SK Group is heightening vigilance over the latest divorce settlement ruling on its Chairman Chey Tae-won by holding an emergency meeting to discuss countermeasures against the court order, according to company officials, Monday.
This response follows the recent court ruling mandating Chey to pay 1.38 trillion won ($1 billion) in property division to his estranged ex-wife, Roh So-young.
Top management from the group’s major affiliates attended the meeting, reflecting concerns that the ruling could potentially undermine the 카지노사이트 conglomerate’s governance structure. The group fears that if the Supreme Court upholds the ruling, Chey’s management control over the group’s holding company, SK Inc., might be jeopardized. The fear is that he may be compelled to sell his shares in the company to meet the substantial property division settlement.
“The fact that the group held the emergency meeting with its CEOs shows that SK is taking a serious look at the issue, even if it has to do with Chey’s personal life,” an official at a major conglomerate said. “Minimizing any potential leadership risk is the top priority for most family-controlled conglomerates here, so the group’s top managment looks to have gathered to come up with its next action plans.”
Chey apologized for causing concerns to his employees, saying that he will continue fulfilling his role for the benefit of the group and the national economy.
“I would like to express regret for worrying SK members and all interested parties,” he said. “I will fulfill my duties, so I do not cause any negative influences, for not just the group, but the local economy.”
Last week, an appellate court ruled in favor of Roh, who is the daughter of late former President Roh Tae-woo.
The ruling came as a shock to SK Group, as it overturned a decision by a lower court by ordering Chey to divide all of his property.

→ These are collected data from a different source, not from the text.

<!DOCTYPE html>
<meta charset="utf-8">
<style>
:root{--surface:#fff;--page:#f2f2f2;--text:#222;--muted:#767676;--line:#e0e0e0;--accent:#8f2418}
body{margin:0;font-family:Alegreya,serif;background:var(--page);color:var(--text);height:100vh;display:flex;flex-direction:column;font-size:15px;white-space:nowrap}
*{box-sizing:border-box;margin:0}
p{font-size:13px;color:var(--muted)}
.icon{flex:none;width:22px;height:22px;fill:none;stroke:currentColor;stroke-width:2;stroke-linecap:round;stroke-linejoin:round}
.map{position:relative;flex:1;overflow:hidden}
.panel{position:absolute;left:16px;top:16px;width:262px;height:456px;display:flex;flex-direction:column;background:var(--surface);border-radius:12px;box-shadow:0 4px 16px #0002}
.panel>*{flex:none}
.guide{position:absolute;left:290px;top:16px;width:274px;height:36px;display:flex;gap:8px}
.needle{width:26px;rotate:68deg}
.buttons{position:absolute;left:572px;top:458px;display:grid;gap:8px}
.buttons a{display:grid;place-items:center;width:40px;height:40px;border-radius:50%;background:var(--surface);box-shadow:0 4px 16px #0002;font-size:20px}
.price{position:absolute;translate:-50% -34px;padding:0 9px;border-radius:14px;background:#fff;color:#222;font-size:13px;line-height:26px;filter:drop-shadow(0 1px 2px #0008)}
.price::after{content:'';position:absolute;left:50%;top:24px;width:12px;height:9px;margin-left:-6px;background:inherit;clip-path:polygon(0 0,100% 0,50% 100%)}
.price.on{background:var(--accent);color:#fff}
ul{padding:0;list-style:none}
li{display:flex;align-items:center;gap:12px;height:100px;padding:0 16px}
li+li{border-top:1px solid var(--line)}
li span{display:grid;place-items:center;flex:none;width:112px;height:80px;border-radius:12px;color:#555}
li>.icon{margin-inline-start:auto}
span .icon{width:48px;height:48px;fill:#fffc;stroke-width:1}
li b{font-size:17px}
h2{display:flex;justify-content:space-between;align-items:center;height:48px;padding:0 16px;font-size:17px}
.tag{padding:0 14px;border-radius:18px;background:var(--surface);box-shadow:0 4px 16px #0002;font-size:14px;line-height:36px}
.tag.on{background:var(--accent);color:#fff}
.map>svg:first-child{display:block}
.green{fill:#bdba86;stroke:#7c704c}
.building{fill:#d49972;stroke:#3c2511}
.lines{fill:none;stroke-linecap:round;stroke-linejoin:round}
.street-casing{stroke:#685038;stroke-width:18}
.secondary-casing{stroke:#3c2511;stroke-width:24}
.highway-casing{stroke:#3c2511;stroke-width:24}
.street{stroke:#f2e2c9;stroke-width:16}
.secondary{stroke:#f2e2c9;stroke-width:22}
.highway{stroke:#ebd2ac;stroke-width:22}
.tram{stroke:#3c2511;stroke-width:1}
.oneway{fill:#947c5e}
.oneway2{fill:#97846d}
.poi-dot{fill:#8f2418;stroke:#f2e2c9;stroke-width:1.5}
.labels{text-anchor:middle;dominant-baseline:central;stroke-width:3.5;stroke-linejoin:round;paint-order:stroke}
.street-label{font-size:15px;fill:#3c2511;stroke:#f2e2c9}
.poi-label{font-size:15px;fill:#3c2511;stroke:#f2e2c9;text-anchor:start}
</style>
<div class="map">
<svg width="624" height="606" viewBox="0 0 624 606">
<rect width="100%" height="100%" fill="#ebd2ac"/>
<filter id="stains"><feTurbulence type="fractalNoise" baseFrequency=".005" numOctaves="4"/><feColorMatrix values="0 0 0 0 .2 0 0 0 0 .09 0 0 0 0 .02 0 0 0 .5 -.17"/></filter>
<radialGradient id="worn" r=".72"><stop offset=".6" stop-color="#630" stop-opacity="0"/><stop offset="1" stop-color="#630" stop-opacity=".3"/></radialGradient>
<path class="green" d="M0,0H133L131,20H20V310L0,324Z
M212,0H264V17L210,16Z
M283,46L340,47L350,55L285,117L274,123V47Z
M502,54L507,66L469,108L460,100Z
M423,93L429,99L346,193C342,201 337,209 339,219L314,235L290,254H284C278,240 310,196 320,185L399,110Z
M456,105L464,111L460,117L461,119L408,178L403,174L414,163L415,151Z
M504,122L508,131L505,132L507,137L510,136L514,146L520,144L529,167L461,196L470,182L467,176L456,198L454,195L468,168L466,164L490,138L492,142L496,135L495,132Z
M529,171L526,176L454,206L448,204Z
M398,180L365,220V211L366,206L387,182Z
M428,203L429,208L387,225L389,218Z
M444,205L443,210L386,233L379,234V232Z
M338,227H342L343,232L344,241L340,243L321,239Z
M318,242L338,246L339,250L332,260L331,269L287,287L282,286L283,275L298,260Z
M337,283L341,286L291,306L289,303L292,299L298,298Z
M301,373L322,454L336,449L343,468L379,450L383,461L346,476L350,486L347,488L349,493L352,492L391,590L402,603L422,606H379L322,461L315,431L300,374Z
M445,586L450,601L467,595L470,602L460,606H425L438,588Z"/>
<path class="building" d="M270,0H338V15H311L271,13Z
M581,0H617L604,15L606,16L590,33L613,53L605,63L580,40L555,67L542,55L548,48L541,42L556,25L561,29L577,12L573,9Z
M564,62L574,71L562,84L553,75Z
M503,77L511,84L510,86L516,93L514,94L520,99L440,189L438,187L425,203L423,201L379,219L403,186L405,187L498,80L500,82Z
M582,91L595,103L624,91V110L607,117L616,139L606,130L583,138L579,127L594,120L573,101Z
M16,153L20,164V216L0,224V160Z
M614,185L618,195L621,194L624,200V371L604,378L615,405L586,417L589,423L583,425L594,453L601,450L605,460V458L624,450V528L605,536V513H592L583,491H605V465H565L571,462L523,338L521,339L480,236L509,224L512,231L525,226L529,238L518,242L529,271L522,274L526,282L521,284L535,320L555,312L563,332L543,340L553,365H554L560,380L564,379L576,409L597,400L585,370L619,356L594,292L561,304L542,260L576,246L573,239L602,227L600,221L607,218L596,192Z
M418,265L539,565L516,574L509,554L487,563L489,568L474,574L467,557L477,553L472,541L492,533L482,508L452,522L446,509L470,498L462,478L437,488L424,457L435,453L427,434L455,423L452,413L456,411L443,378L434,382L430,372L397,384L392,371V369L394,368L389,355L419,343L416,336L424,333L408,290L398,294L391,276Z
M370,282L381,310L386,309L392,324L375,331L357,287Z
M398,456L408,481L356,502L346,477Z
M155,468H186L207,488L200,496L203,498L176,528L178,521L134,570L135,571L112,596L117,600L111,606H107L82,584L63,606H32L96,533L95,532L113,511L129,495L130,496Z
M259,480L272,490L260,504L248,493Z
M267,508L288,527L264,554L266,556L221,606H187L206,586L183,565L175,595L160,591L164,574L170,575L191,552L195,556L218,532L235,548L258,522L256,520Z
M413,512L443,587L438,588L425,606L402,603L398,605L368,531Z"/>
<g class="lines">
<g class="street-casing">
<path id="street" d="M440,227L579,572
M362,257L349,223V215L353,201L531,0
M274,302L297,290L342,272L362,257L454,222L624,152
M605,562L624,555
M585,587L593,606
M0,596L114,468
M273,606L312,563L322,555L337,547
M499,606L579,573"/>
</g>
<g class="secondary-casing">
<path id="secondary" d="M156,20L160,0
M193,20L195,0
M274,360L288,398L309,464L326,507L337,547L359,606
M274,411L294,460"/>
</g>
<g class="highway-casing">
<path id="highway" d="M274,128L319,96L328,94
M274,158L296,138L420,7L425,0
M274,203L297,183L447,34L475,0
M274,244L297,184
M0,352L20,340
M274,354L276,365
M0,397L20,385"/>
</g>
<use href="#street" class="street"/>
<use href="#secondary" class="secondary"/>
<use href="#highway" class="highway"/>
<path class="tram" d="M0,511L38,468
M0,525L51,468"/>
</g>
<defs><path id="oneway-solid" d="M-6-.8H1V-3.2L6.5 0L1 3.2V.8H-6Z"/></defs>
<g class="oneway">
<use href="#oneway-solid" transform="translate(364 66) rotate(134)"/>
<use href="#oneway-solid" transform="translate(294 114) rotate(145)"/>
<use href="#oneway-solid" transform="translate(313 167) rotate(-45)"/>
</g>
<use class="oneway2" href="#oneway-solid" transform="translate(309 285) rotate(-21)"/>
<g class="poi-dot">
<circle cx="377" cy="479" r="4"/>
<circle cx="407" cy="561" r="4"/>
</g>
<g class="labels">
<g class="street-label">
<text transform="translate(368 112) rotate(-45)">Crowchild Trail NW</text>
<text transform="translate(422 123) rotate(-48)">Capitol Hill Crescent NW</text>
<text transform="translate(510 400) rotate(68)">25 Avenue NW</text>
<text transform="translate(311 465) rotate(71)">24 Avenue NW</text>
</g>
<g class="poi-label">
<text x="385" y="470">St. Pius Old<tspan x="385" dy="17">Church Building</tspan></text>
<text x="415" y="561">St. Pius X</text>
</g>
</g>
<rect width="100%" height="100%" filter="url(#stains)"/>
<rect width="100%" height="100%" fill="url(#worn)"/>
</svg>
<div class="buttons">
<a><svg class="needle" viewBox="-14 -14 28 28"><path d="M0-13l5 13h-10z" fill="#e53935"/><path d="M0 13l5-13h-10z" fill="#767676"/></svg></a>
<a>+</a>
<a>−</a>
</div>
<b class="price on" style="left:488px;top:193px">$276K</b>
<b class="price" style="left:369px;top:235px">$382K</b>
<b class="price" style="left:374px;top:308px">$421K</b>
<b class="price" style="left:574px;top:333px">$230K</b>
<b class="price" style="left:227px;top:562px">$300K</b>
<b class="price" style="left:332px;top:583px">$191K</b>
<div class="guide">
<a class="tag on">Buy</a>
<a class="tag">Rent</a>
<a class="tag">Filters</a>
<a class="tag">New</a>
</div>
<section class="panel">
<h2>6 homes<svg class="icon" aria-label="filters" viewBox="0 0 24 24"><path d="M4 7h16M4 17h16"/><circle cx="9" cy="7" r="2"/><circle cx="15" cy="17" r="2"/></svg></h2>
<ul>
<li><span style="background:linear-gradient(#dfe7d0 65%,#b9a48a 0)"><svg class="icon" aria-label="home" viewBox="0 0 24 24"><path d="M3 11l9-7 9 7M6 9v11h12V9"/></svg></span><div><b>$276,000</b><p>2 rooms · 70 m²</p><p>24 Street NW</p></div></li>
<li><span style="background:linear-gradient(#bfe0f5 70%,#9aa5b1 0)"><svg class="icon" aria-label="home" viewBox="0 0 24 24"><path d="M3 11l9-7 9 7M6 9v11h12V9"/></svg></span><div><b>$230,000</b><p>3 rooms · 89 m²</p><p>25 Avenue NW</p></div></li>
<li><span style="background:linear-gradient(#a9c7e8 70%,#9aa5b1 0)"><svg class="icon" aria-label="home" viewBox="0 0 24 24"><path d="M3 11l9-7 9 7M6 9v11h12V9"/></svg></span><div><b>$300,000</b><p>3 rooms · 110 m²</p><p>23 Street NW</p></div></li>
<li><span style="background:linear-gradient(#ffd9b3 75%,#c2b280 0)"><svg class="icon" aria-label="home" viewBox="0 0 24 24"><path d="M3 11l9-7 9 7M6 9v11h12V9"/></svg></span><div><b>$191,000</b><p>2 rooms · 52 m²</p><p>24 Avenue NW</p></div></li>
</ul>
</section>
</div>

The Seoul High Court judged that SK Group was able to achieve robust growth for the past few decades due to preferential treatment it received during the Roh Tae-woo administration in the early 1990s.
The head of SK Group, however, underscored his strong willingness to “get the facts straight” over the latest ruling.
“I still think that I have to respect the judgment by the judiciary authority, but I cannot help express regret over the ruling that denied SK Group’s history of growth,” Chey said. “I will reveal the truth for the honor of SK Group and all its members.”
Chey and a group of 20 CEO-level executives from its affiliates joined the meeting to come up with group-wide strategies to deal with the latest court ruling.
In a bid to retain his leadership position, Chey is anticipated to explore options such as leveraging stock collateral loans against his shares in SK Inc. to fulfill the property division obligation. Additionally, he may consider divesting shares from other SK affiliates to raise the necessary funds.